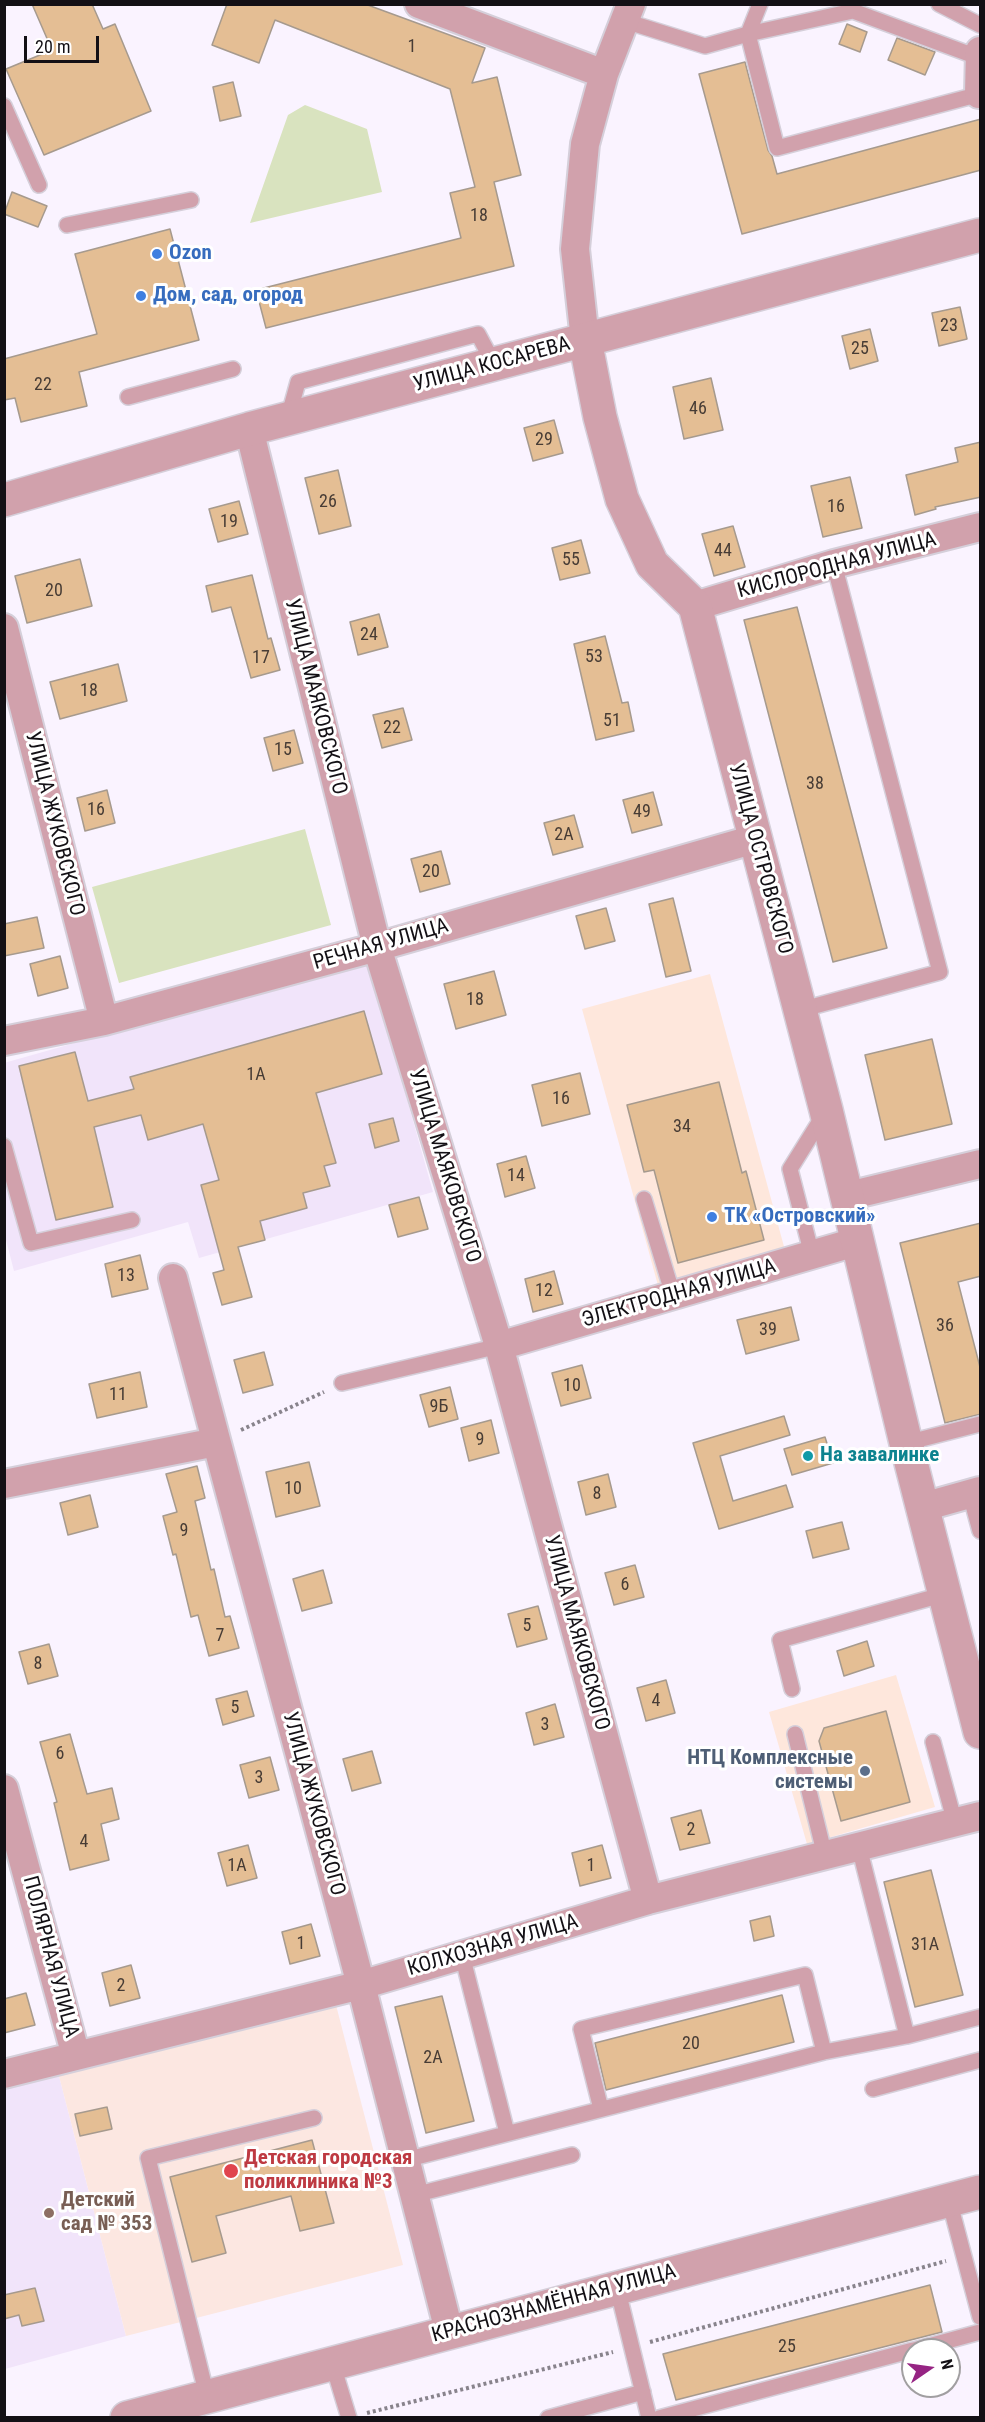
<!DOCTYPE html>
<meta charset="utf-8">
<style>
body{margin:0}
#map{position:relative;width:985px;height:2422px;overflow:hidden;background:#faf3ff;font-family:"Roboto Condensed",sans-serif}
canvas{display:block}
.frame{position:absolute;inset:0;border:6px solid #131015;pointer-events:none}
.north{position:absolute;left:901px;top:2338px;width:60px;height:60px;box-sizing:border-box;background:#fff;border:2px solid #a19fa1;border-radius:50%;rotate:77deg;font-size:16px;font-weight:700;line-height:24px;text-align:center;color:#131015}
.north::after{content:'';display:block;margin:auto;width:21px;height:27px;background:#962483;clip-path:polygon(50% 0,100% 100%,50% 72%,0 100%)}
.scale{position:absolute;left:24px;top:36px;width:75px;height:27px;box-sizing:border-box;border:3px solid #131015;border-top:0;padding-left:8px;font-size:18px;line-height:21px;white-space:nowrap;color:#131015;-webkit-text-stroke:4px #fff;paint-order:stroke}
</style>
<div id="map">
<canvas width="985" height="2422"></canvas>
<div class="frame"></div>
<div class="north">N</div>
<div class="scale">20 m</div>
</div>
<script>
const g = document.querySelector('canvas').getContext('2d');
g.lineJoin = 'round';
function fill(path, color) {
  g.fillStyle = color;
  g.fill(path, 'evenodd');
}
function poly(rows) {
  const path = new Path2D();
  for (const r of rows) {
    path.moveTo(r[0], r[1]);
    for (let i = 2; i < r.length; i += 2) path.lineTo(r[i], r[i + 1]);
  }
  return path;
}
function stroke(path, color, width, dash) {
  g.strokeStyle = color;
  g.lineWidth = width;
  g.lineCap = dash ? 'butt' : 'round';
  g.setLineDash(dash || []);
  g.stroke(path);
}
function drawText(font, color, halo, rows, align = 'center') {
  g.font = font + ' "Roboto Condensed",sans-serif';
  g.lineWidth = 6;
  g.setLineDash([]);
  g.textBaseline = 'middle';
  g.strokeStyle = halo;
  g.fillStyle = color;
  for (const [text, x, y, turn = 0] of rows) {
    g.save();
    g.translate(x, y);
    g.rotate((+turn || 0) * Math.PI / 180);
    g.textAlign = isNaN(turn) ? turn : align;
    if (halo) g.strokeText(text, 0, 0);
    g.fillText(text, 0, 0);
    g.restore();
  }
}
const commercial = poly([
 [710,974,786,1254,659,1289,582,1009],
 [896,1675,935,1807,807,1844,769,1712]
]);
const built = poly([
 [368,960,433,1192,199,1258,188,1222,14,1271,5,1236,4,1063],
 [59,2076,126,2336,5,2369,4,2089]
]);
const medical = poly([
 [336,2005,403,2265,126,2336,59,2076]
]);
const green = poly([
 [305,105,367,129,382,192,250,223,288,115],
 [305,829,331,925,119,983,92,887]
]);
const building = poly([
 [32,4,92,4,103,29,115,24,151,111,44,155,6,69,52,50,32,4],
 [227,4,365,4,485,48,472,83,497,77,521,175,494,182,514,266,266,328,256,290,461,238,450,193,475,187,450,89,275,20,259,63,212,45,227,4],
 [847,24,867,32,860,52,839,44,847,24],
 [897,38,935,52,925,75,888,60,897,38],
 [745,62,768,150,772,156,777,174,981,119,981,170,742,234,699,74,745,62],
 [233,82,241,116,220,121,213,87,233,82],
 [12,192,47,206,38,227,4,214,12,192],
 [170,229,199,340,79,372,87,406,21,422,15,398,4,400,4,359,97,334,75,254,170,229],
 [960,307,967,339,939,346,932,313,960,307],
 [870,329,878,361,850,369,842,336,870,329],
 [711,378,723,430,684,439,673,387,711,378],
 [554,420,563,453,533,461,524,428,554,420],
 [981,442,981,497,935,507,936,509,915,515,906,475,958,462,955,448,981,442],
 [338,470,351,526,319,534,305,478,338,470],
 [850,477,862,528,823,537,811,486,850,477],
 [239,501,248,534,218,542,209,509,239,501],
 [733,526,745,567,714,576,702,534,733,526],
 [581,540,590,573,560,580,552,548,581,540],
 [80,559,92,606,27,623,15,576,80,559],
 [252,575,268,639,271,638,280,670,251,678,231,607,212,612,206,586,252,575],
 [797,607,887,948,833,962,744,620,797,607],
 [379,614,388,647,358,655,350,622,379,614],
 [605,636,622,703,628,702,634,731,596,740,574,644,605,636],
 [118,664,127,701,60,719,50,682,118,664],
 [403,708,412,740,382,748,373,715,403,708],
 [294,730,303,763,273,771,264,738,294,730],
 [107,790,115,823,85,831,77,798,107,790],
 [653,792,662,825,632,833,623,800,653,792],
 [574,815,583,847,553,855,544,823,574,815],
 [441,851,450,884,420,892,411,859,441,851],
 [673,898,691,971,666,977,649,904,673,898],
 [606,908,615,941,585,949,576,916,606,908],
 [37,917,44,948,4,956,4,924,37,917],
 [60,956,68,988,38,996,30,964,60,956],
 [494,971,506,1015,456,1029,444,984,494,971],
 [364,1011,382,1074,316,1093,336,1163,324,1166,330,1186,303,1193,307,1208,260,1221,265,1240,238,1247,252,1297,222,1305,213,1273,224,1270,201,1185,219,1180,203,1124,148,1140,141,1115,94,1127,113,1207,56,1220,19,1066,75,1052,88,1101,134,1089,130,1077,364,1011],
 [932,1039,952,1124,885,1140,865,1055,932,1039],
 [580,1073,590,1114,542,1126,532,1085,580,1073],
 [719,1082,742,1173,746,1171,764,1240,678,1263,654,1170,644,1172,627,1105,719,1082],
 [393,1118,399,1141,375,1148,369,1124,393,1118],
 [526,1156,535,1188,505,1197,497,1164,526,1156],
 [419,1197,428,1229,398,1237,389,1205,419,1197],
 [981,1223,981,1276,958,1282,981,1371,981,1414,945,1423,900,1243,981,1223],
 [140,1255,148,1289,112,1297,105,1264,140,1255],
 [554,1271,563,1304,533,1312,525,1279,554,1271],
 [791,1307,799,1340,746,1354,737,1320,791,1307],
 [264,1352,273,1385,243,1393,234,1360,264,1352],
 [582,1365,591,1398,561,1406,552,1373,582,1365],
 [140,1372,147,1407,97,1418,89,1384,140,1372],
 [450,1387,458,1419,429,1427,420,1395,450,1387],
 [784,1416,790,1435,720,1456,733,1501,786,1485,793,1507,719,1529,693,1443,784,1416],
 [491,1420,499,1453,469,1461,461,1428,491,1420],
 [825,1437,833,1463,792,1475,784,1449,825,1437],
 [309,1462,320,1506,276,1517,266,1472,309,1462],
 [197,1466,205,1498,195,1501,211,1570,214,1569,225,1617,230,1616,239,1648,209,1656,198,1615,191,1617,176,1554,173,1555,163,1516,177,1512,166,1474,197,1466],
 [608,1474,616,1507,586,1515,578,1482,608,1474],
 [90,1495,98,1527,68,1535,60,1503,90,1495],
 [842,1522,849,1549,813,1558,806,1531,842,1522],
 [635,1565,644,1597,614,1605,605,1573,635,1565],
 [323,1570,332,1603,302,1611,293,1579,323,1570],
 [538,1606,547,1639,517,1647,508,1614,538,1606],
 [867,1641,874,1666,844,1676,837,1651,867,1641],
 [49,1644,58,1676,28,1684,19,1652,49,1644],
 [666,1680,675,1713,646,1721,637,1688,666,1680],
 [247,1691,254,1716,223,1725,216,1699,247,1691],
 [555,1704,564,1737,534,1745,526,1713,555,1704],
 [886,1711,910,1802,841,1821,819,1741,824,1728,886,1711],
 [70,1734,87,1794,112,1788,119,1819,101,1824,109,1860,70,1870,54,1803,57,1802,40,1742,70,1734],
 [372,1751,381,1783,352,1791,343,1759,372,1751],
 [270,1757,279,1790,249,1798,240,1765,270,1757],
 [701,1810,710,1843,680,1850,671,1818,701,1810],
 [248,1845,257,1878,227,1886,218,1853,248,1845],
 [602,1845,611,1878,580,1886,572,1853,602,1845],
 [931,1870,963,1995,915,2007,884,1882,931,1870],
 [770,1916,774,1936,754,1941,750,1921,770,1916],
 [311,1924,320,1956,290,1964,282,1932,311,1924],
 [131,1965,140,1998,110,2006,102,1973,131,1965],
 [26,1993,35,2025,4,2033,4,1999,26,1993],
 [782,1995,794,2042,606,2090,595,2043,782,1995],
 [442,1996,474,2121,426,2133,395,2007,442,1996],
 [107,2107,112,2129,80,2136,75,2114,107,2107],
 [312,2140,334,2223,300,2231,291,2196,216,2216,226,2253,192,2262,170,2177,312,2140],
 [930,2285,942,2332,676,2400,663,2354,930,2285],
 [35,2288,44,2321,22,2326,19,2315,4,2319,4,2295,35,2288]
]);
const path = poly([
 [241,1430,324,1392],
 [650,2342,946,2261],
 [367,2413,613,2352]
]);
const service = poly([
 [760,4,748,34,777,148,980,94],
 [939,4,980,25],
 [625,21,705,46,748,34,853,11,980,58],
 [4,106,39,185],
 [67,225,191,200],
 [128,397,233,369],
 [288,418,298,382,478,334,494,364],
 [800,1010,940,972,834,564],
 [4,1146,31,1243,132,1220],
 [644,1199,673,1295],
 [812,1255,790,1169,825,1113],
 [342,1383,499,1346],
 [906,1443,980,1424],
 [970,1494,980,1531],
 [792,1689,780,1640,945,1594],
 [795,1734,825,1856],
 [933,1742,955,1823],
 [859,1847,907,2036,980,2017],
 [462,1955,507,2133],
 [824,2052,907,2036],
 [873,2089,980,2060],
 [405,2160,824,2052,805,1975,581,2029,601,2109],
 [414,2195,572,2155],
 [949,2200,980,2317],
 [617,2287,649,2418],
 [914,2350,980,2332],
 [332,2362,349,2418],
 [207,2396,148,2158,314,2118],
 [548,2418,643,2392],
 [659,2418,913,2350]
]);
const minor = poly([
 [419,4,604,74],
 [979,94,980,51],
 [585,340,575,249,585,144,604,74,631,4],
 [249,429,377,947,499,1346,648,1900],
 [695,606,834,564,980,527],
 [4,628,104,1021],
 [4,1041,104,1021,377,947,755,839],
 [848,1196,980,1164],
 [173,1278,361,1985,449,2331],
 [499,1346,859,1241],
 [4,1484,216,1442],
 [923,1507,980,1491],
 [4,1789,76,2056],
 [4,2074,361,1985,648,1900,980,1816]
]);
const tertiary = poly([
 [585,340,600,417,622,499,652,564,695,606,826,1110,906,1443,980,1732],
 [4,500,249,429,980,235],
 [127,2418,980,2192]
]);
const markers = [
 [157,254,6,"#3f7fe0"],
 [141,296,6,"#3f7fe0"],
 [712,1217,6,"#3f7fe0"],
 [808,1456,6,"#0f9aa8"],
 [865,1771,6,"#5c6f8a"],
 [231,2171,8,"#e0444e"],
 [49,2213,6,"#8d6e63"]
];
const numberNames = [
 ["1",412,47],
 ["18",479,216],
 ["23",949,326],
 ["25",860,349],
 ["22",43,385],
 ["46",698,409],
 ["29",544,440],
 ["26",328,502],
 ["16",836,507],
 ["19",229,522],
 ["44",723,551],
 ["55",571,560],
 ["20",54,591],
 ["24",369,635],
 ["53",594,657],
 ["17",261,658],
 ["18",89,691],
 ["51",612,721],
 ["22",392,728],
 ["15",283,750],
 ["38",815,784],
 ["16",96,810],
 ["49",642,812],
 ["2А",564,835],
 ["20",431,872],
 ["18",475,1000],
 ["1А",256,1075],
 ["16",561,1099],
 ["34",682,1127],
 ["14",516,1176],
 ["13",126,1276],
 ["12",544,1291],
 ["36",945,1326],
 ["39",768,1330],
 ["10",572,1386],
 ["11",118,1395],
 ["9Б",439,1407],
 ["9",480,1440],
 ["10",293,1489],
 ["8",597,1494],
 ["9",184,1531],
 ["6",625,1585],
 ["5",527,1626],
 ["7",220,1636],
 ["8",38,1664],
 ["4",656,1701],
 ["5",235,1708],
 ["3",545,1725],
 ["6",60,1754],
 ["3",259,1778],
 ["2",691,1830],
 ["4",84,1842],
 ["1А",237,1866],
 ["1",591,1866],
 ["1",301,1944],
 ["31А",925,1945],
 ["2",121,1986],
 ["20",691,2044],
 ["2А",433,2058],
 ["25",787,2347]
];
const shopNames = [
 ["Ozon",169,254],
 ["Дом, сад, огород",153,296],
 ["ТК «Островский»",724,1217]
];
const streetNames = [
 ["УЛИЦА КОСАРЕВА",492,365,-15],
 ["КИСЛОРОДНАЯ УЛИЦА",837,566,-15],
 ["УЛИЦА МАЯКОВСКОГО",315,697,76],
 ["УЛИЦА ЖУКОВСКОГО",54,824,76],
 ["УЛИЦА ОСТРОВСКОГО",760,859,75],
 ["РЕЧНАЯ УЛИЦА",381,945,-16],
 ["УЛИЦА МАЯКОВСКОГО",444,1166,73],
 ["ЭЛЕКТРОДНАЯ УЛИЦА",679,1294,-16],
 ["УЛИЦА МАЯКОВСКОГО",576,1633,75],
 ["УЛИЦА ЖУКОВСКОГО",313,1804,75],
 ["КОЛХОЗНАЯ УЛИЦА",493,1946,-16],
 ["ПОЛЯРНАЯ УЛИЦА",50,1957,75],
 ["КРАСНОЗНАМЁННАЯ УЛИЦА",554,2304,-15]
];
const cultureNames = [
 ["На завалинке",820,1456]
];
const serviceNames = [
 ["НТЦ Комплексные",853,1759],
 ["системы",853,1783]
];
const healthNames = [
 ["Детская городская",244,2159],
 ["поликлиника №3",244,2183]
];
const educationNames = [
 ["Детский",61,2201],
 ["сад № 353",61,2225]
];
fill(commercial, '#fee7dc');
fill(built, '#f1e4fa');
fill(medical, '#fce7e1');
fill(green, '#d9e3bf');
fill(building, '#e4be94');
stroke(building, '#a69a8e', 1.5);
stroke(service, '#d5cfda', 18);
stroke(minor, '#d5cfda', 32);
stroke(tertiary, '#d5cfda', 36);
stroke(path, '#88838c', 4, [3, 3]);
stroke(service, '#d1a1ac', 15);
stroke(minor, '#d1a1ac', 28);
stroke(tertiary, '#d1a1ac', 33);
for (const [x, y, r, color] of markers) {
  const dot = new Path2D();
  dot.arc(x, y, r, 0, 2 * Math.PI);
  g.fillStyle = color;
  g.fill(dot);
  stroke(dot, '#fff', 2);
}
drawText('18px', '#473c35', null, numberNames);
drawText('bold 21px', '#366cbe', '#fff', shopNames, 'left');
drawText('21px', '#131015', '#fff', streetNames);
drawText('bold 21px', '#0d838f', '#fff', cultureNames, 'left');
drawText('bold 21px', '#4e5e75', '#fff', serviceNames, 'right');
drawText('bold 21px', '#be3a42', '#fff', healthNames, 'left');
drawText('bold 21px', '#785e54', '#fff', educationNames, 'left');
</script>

—————

Exercise prompt
When a line in the data contains the string "function", copy that line.

Output for this exercise
function fill(path, color) {
function poly(rows) {
function stroke(path, color, width, dash) {
function drawText(font, color, halo, rows, align = 'center') {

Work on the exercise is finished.